Stirling-Tools / Stirling-PDF

#1 Locally hosted web application that allows you to perform various operations on PDF files
https://stirlingpdf.com
MIT License
46.08k stars 3.75k forks source link

[Feature request] Improved redaction feature #499

Open ChrLau opened 11 months ago

ChrLau commented 11 months ago

Hi,

I just installed Stirling-PDF (App Version: 0.15.1) via Docker and played around with it features a bit, and.. I absolutely love it! But when using the Auto Redact feature I had some ideas how it could possibly be improved.

The "Auto Redact" feature currently works in a way that the entered words/RegEx are replaced with a solid box and the whole PDF is converted to an image. As to prevent the selection of the text behind the box. While this is a rock-solid approve in terms of security it might make working with redacted PDFs harder as you can't select/copy any text anymore. (Yes, I'm aware the OCR feature exists. 😏 But not everyone uses Stirling or has access to such tools.)

Instead the following alternative redaction solutions came to my mind:

  1. Remove the redacted text, only place the solid box in its place (keep spacing, layout, etc.)
  2. Replace redacted text with the word REDACTED (like in those redacted, official documents shown in TV πŸ˜„), without any box at all.
  3. Combination of 1 and 2: Replace the redacted text with the word REDACTED and additionally place the box in its place

Sadly I don't know enough about the PDF file format to know if this is achievable or to estimate how work-intensive this will be. But nevertheless I wanted to share my idea.

Thanks!

Frooodle commented 11 months ago

I wish I could do this and it is certainly a good idea!

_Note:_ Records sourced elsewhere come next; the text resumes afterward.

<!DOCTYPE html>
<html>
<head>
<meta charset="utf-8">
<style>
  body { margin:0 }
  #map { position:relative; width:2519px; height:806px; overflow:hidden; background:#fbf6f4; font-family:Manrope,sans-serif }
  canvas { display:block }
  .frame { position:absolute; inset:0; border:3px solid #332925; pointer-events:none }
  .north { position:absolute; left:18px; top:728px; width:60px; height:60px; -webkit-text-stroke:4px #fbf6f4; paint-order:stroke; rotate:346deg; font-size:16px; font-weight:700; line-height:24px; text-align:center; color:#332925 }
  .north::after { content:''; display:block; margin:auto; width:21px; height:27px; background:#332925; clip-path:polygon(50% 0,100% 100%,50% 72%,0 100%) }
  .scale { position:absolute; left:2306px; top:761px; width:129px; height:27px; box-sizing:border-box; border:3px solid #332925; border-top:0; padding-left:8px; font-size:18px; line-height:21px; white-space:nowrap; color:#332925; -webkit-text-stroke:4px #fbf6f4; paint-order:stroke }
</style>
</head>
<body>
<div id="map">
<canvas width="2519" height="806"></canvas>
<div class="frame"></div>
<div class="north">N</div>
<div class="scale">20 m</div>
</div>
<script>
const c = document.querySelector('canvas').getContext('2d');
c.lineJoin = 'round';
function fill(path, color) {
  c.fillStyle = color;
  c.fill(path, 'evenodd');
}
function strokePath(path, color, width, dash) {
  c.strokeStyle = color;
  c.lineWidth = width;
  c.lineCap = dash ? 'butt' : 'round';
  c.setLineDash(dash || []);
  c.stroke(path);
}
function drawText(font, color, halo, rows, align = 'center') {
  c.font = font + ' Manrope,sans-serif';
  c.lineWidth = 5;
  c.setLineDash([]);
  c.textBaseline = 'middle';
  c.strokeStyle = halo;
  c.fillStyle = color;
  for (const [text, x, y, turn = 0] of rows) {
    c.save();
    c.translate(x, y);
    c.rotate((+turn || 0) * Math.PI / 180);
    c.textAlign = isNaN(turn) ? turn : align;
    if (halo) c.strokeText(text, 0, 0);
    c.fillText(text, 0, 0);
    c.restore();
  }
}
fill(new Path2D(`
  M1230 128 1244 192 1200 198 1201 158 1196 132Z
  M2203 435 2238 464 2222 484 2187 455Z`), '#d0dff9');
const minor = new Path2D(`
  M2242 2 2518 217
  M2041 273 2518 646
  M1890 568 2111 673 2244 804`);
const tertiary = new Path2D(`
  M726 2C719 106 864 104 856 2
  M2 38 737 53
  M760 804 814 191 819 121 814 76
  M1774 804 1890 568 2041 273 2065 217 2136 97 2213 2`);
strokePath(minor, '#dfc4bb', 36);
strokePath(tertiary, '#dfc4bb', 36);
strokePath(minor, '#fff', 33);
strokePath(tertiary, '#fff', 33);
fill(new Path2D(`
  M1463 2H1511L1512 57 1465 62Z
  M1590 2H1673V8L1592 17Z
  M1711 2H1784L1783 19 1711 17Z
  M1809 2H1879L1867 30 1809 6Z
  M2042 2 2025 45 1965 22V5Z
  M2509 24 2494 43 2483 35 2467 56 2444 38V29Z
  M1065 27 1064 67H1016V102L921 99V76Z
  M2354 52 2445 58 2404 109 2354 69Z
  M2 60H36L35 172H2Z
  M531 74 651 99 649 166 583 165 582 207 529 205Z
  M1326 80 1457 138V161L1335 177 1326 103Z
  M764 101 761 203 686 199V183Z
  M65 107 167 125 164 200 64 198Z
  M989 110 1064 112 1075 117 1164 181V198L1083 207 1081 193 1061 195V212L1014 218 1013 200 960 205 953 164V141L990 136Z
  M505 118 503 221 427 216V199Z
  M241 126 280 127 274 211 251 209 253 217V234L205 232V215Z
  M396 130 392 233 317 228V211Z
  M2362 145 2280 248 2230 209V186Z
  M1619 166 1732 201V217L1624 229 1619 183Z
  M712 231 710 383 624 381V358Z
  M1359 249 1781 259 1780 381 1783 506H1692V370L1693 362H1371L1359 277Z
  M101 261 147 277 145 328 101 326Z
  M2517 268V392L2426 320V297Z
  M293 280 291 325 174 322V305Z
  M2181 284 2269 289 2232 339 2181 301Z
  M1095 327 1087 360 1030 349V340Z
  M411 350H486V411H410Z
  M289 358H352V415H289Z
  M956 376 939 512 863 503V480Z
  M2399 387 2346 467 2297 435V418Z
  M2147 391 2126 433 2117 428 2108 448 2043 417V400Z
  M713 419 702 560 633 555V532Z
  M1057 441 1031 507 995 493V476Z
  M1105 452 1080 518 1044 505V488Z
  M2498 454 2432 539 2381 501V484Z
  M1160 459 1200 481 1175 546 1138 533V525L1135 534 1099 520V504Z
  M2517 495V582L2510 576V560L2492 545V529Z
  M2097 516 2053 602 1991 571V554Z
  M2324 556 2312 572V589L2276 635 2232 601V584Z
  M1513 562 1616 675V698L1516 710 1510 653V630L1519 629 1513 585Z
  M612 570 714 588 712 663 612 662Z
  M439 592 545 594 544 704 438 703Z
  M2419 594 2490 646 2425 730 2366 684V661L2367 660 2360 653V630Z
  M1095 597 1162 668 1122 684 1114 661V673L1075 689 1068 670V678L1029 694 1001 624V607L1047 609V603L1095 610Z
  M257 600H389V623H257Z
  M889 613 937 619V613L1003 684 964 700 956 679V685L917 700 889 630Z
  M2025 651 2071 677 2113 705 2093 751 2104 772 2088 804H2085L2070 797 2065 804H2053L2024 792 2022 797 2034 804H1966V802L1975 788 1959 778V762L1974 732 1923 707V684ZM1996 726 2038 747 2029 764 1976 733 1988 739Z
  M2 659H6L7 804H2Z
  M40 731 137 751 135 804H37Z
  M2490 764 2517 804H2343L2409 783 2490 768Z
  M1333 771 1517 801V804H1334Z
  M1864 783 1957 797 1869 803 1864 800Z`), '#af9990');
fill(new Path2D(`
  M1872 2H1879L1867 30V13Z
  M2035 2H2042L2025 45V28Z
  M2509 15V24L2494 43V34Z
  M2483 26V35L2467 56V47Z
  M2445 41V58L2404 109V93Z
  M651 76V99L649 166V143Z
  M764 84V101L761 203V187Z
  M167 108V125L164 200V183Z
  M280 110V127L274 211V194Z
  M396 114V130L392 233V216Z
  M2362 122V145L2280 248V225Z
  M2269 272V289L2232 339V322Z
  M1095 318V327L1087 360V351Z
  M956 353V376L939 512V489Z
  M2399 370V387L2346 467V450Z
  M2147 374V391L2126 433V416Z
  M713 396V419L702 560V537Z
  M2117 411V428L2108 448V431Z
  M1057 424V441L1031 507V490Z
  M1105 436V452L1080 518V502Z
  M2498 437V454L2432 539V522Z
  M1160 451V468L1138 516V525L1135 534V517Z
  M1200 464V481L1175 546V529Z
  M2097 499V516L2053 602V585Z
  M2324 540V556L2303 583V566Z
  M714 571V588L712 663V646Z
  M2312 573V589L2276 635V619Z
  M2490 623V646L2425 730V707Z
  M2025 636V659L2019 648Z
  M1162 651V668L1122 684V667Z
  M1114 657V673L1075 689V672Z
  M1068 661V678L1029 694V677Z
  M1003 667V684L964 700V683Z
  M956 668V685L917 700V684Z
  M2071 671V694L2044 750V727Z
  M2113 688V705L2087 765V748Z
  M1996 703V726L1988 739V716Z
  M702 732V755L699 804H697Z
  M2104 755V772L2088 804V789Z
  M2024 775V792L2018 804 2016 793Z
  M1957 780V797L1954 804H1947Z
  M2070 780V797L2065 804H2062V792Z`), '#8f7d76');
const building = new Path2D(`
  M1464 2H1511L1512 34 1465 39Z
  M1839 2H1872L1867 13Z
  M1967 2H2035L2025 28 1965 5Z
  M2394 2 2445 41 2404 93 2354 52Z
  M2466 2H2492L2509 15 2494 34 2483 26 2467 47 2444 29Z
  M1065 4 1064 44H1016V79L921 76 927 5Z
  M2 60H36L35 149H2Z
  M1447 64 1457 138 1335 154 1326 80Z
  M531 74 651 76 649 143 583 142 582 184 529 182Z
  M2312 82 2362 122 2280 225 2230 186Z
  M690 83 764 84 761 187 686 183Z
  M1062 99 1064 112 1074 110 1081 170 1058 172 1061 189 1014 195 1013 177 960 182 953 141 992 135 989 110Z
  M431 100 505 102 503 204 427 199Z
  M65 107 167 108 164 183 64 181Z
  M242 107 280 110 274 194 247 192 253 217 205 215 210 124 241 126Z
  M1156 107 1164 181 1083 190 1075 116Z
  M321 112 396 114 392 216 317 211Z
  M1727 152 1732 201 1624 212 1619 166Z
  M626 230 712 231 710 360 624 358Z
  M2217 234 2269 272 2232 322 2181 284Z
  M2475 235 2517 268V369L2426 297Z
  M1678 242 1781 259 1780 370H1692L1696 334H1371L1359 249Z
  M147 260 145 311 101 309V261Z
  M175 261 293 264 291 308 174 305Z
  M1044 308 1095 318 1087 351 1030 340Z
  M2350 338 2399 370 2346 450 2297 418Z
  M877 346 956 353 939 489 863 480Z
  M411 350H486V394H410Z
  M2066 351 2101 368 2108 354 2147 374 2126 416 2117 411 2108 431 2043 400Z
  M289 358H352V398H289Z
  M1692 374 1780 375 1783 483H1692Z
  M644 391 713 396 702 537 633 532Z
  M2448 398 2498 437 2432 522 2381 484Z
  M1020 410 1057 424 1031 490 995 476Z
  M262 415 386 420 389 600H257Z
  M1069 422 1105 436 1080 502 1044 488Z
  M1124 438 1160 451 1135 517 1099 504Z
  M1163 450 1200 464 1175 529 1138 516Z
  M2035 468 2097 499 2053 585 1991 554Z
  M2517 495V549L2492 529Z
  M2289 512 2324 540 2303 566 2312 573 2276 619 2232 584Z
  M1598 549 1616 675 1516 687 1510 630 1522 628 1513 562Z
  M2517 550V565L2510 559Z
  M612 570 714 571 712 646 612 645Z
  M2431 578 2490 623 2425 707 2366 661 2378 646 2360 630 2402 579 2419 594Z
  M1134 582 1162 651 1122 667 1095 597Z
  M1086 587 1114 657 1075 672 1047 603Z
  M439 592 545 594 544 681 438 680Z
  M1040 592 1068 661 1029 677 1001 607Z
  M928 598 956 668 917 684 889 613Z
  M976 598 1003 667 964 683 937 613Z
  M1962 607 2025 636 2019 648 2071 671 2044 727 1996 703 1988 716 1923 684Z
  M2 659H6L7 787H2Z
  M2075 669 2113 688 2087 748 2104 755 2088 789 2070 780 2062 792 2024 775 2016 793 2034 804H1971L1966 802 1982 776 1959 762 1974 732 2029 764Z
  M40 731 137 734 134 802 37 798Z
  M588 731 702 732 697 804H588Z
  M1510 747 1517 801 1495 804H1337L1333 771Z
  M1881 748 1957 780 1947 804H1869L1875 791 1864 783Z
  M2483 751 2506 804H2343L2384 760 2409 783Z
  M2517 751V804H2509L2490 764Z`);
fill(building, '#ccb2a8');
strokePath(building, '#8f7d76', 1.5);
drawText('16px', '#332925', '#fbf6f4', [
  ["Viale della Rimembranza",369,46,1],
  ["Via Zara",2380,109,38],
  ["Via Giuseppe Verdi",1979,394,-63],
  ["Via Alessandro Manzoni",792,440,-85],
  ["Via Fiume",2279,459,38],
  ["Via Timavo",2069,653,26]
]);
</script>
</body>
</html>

But text editting with pdfs is hard, it has proven quite difficult to edit remove or replace text within PDFs and it's why despite all the features of Stirling you still can't just edit text

Frooodle commented 11 months ago

I will keep this issue ticket open however as I do want to give it some more tries in future

ChrLau commented 11 months ago

Yai! That's all I asked for. πŸ˜„

HugoFollic commented 7 months ago

Hi, any update on this feature ?

youcefs21 commented 5 months ago

Hey, I know this isn't a python project, but I know PyMuPDF can do this. Here is a code snippet:

import fitz
doc = fitz.open("invoice-7-2024-06-01.pdf")

for i in range(doc.page_count):
    print("Processing page %i" % i)
    page = doc.load_page(i)

    draft = page.search_for("a word to redact")

    for rect in draft:
        annot = page.add_redact_annot(rect)
        page.apply_redactions()
        page.apply_redactions(images=fitz.PDF_REDACT_IMAGE_NONE)
# then save the doc to a new PDF:
doc.save("new.pdf", garbage=3, deflate=True)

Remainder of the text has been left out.